- **WHAT IS BEING ASKED**
Please print exactly the lines below, from the start of the material up to and including the line with "0 #aaafb7) drop-shadow(-2px", but none of the pictures.

- **PROVIDED MATERIAL**
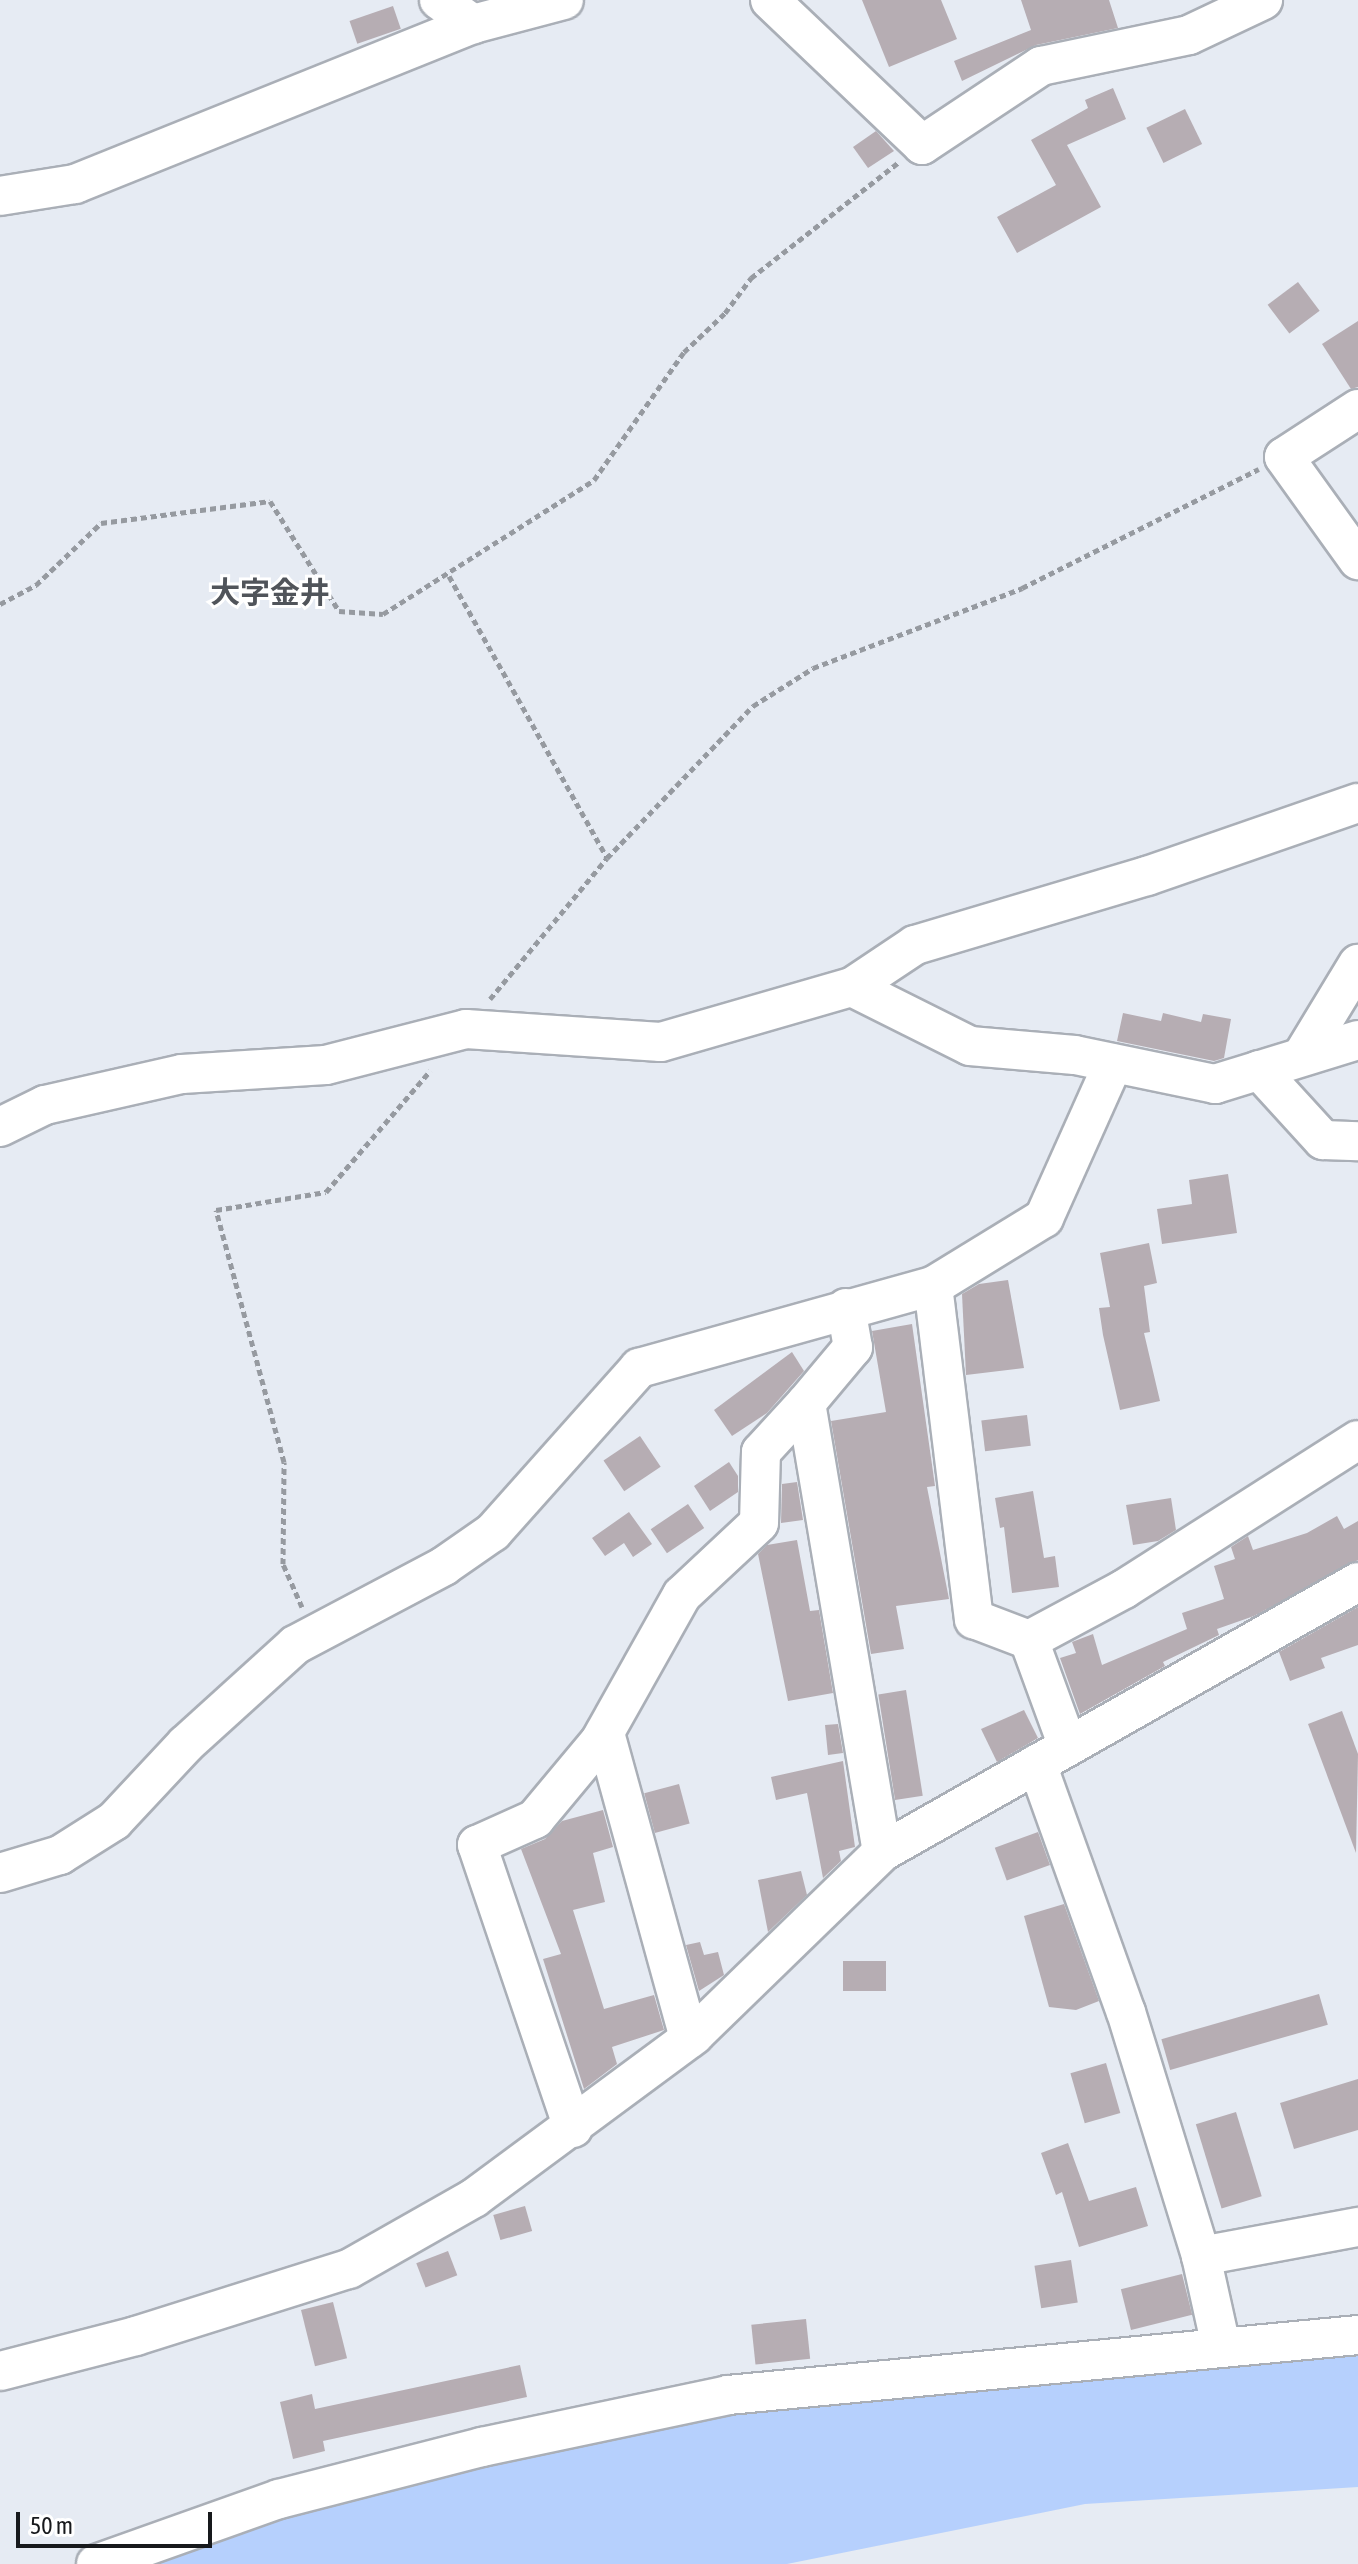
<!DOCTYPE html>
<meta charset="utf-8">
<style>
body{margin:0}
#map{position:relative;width:1358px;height:2564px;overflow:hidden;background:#e6ebf3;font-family:"Asap Condensed","Noto Sans JP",sans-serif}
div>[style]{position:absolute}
.green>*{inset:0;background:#b6d0fd}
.building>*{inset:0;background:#b6adb3;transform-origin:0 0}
.path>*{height:5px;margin-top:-2.5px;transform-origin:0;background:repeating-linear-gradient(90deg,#969aa0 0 6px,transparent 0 10px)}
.roads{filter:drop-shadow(2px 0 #aaafb7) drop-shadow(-2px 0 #aaafb7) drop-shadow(0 2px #aaafb7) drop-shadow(0 -2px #aaafb7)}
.minor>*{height:38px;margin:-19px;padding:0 19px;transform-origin:19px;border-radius:19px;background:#fff}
span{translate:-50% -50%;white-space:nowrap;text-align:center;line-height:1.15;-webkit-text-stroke:6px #fff;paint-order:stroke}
.quarter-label{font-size:30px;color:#50545a;font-weight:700}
.scale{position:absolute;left:16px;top:2512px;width:196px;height:36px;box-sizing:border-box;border:4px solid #17191c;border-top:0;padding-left:10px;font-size:24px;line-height:28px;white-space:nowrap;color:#17191c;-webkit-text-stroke:6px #fff;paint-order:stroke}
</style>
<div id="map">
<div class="green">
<div style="clip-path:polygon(1358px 2339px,1358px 2487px,1085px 2504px,787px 2564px,96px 2564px,728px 2395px)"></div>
</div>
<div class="building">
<div style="clip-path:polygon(862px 0,941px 0,957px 39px,889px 67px)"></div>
<div style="clip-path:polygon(1021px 0,1109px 0,1118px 28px,1036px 45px,962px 81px,954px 61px,1031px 30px)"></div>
<div style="left:393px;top:6px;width:24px;height:46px;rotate:71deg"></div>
<div style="clip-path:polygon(1113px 88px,1126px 119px,1067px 145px,1101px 207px,1017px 253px,997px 217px,1056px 185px,1031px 140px,1088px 108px,1085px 100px)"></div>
<div style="left:1185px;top:109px;width:39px;height:43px;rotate:64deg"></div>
<div style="clip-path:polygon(876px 131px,894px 151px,868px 168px,853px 147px)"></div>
<div style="left:1298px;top:282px;width:36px;height:38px;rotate:53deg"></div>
<div style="clip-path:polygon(1358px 321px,1358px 387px,1351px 389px,1322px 344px)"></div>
<div style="clip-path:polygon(1123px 1013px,1161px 1021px,1163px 1013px,1201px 1022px,1203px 1014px,1231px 1019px,1224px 1058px,1214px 1061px,1117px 1041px)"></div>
<div style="clip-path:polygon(1228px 1174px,1237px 1233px,1162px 1244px,1157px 1209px,1192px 1204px,1189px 1180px)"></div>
<div style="clip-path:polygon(1149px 1243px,1157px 1283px,1144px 1286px,1150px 1332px,1144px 1333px,1160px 1401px,1120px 1410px,1103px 1335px,1099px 1308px,1110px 1307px,1100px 1253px)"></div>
<div style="clip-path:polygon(1008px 1280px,1024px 1368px,966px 1375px,962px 1294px,979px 1284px)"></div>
<div style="clip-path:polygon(912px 1324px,935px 1486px,927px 1487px,949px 1599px,896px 1606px,904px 1649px,871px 1654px,831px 1421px,886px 1412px,872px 1331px)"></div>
<div style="clip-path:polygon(792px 1352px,804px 1371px,767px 1413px,732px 1436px,714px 1410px)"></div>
<div style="left:1027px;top:1415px;width:31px;height:46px;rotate:83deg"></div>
<div style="left:640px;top:1436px;width:37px;height:44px;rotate:56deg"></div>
<div style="clip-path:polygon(729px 1462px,738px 1476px,738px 1492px,710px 1511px,694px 1486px)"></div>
<div style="clip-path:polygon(797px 1482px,803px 1520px,781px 1523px,782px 1484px)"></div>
<div style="clip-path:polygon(1033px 1491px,1044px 1558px,1055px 1556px,1059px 1587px,1012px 1593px,1004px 1527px,1000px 1528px,995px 1498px)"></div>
<div style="clip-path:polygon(1171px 1498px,1176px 1530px,1158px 1541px,1133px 1545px,1126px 1505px)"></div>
<div style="left:688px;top:1504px;width:29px;height:45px;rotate:56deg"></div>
<div style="clip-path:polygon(629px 1512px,652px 1544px,633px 1557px,624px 1543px,605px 1556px,592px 1538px)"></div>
<div style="clip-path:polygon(1337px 1516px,1344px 1529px,1358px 1521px,1358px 1560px,1254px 1616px,1217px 1629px,1219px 1635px,1163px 1662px,1165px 1666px,1080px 1714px,1060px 1658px,1076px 1653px,1072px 1642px,1093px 1634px,1102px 1665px,1187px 1629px,1182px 1613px,1224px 1599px,1214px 1566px,1235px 1559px,1231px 1547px,1248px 1536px,1253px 1550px,1307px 1533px)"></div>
<div style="clip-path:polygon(797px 1540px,810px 1611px,819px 1610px,833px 1693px,788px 1701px,758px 1554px,767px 1545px)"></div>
<div style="clip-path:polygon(1358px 1607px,1358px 1645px,1321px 1658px,1325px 1668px,1290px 1681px,1279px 1652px)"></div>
<div style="left:906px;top:1690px;width:107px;height:28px;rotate:81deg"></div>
<div style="clip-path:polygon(1024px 1710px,1038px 1738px,997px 1762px,981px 1729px)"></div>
<div style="clip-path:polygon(1342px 1711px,1358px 1754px,1356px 1853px,1308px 1724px)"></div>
<div style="clip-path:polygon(838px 1724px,843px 1753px,828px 1755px,825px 1725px)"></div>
<div style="clip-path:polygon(843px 1761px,855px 1847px,839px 1851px,841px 1861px,823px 1878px,807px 1793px,776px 1800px,771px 1777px)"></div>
<div style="left:679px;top:1784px;width:41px;height:36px;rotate:75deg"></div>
<div style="clip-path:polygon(603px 1810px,613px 1847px,593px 1853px,605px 1902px,573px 1910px,604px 2009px,654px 1995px,664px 2030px,612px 2047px,617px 2064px,584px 2089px,543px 1959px,561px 1954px,521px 1849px,545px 1839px,562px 1821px)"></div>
<div style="left:1038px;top:1832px;width:35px;height:46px;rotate:70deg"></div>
<div style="clip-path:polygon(801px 1871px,807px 1895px,768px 1932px,758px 1880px)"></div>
<div style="clip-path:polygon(1064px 1904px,1099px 2001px,1076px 2010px,1049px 2007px,1024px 1916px)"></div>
<div style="clip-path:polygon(700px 1942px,704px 1955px,718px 1952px,724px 1975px,699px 1991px,686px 1945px)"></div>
<div style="left:886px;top:1961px;width:30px;height:43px;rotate:90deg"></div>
<div style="left:1319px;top:1994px;width:32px;height:164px;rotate:74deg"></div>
<div style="left:1106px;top:2063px;width:52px;height:37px;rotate:74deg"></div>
<div style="clip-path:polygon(1358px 2079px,1358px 2130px,1294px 2149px,1280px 2103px)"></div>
<div style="left:1236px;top:2112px;width:88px;height:42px;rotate:73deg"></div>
<div style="clip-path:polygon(1068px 2143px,1089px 2201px,1136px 2187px,1148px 2226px,1079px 2247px,1062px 2192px,1056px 2195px,1041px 2153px)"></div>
<div style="left:525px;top:2206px;width:26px;height:33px;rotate:74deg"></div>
<div style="left:448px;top:2251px;width:26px;height:34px;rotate:69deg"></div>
<div style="left:1071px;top:2260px;width:43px;height:37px;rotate:81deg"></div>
<div style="left:1182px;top:2274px;width:42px;height:63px;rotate:76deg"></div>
<div style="left:333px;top:2302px;width:58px;height:33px;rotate:76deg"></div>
<div style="left:806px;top:2319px;width:40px;height:55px;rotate:84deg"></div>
<div style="clip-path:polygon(520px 2365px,527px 2397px,323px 2441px,325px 2451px,293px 2459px,280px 2402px,312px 2394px,315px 2409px)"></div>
</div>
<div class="path">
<div style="left:449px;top:576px;width:323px;rotate:60.7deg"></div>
<div style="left:0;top:604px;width:41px;rotate:-27.8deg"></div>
<div style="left:36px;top:585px;width:90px;rotate:-43.6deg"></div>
<div style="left:101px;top:523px;width:170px;rotate:-7.4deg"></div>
<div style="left:270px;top:501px;width:130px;rotate:57.9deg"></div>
<div style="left:339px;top:611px;width:44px;rotate:3.9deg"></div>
<div style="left:383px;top:614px;width:250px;rotate:-32.4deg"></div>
<div style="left:594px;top:480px;width:156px;rotate:-54.9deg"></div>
<div style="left:684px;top:352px;width:57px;rotate:-43.6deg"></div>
<div style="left:725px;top:313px;width:44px;rotate:-53.4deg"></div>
<div style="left:751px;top:278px;width:188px;rotate:-38.1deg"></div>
<div style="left:490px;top:999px;width:183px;rotate:-50.3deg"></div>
<div style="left:607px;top:858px;width:211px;rotate:-46.2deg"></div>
<div style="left:753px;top:706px;width:71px;rotate:-32.3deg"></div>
<div style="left:813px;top:668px;width:224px;rotate:-20.9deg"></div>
<div style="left:1022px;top:588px;width:265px;rotate:-26.7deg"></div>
<div style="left:302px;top:1607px;width:47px;rotate:-113.8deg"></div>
<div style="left:283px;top:1564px;width:102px;rotate:-89.4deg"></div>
<div style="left:284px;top:1462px;width:261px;rotate:-105.1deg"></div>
<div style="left:216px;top:1210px;width:111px;rotate:-9.3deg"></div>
<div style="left:326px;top:1192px;width:160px;rotate:-49.3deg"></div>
</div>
<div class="roads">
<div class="minor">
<div style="left:439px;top:0;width:42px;rotate:35.2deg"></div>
<div style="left:770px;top:0;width:210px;rotate:43.6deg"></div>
<div style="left:922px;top:145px;width:143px;rotate:-33.6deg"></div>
<div style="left:1041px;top:66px;width:151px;rotate:-11.8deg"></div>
<div style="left:1189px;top:35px;width:82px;rotate:-25.3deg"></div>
<div style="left:0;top:196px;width:76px;rotate:-9.1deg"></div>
<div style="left:75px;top:184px;width:429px;rotate:-21.9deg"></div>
<div style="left:473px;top:24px;width:94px;rotate:-14.8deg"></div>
<div style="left:1358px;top:409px;width:88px;rotate:147deg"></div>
<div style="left:1284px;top:457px;width:127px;rotate:54.3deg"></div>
<div style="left:852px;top:987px;width:132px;rotate:26.6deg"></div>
<div style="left:970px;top:1046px;width:105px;rotate:4.9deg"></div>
<div style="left:1075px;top:1055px;width:143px;rotate:11.7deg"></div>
<div style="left:1215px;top:1084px;width:150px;rotate:-17.1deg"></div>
<div style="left:1302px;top:1056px;width:108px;rotate:-58.7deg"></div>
<div style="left:1259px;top:1070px;width:95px;rotate:47.6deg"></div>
<div style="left:1323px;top:1140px;width:35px;rotate:2deg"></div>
<div style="left:0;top:1127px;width:50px;rotate:-26.1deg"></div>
<div style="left:45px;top:1105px;width:140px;rotate:-12.8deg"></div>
<div style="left:182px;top:1074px;width:144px;rotate:-3.6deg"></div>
<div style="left:326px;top:1065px;width:145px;rotate:-14.4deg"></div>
<div style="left:466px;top:1029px;width:195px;rotate:3.8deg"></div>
<div style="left:661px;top:1042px;width:199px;rotate:-16.1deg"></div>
<div style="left:852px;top:987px;width:76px;rotate:-33.7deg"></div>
<div style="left:915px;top:945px;width:242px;rotate:-16.6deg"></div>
<div style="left:1147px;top:876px;width:223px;rotate:-19.1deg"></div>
<div style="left:933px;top:1286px;width:336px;rotate:83deg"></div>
<div style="left:974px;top:1619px;width:59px;rotate:20.9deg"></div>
<div style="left:1029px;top:1640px;width:108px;rotate:-28.2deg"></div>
<div style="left:1124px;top:1589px;width:277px;rotate:-32.5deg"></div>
<div style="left:846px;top:1308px;width:40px;rotate:80deg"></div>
<div style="left:853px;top:1347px;width:73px;rotate:130deg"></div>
<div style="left:806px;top:1403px;width:455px;rotate:80.4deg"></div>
<div style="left:1029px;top:1640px;width:111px;rotate:69.9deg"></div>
<div style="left:605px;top:1733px;width:317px;rotate:74.6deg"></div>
<div style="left:1037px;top:1764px;width:263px;rotate:70.3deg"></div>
<div style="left:1126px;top:2012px;width:255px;rotate:72.9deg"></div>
<div style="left:1201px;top:2256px;width:92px;rotate:77.5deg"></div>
<div style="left:0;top:1873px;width:63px;rotate:-16.7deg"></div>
<div style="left:60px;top:1855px;width:64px;rotate:-32.2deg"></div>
<div style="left:114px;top:1821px;width:105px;rotate:-46.9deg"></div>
<div style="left:186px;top:1744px;width:147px;rotate:-42.2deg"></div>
<div style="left:295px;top:1645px;width:169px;rotate:-27.9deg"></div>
<div style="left:444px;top:1566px;width:60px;rotate:-34.8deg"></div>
<div style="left:493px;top:1532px;width:220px;rotate:-48.3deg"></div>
<div style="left:639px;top:1368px;width:305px;rotate:-15.6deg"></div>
<div style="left:933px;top:1286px;width:130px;rotate:-31.5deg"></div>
<div style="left:1044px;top:1218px;width:169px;rotate:-65.9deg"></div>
<div style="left:573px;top:2128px;width:299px;rotate:-108.7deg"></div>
<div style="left:477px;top:1845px;width:64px;rotate:-24.1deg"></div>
<div style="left:535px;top:1819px;width:102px;rotate:-50.2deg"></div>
<div style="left:600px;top:1741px;width:167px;rotate:-60.7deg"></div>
<div style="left:682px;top:1595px;width:105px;rotate:-43.1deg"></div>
<div style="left:759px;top:1523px;width:71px;rotate:-88.4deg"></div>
<div style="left:761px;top:1452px;width:67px;rotate:-47.4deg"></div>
<div style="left:1201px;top:2256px;width:160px;rotate:-10.5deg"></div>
<div style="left:0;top:2371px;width:140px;rotate:-14.4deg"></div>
<div style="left:136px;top:2336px;width:223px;rotate:-17.5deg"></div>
<div style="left:349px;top:2269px;width:144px;rotate:-29.6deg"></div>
<div style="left:474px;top:2198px;width:274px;rotate:-36.5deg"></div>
<div style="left:694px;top:2035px;width:262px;rotate:-44.2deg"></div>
<div style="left:882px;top:1852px;width:547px;rotate:-29.56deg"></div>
<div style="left:96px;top:2564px;width:194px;rotate:-19.6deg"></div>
<div style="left:279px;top:2499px;width:210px;rotate:-14.4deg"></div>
<div style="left:482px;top:2447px;width:251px;rotate:-11.9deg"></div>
<div style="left:728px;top:2395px;width:633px;rotate:-5.44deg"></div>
</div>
</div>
<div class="quarter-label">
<span style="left:270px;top:592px">大字金井</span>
</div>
<div class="scale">50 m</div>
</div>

- **RESPONSE AREA**
<!DOCTYPE html>
<meta charset="utf-8">
<style>
body{margin:0}
#map{position:relative;width:1358px;height:2564px;overflow:hidden;background:#e6ebf3;font-family:"Asap Condensed","Noto Sans JP",sans-serif}
div>[style]{position:absolute}
.green>*{inset:0;background:#b6d0fd}
.building>*{inset:0;background:#b6adb3;transform-origin:0 0}
.path>*{height:5px;margin-top:-2.5px;transform-origin:0;background:repeating-linear-gradient(90deg,#969aa0 0 6px,transparent 0 10px)}
.roads{filter:drop-shadow(2px 0 #aaafb7) drop-shadow(-2px 0 #aaafb7) drop-shadow(0 2px #aaafb7) drop-shadow(0 -2px #aaafb7)}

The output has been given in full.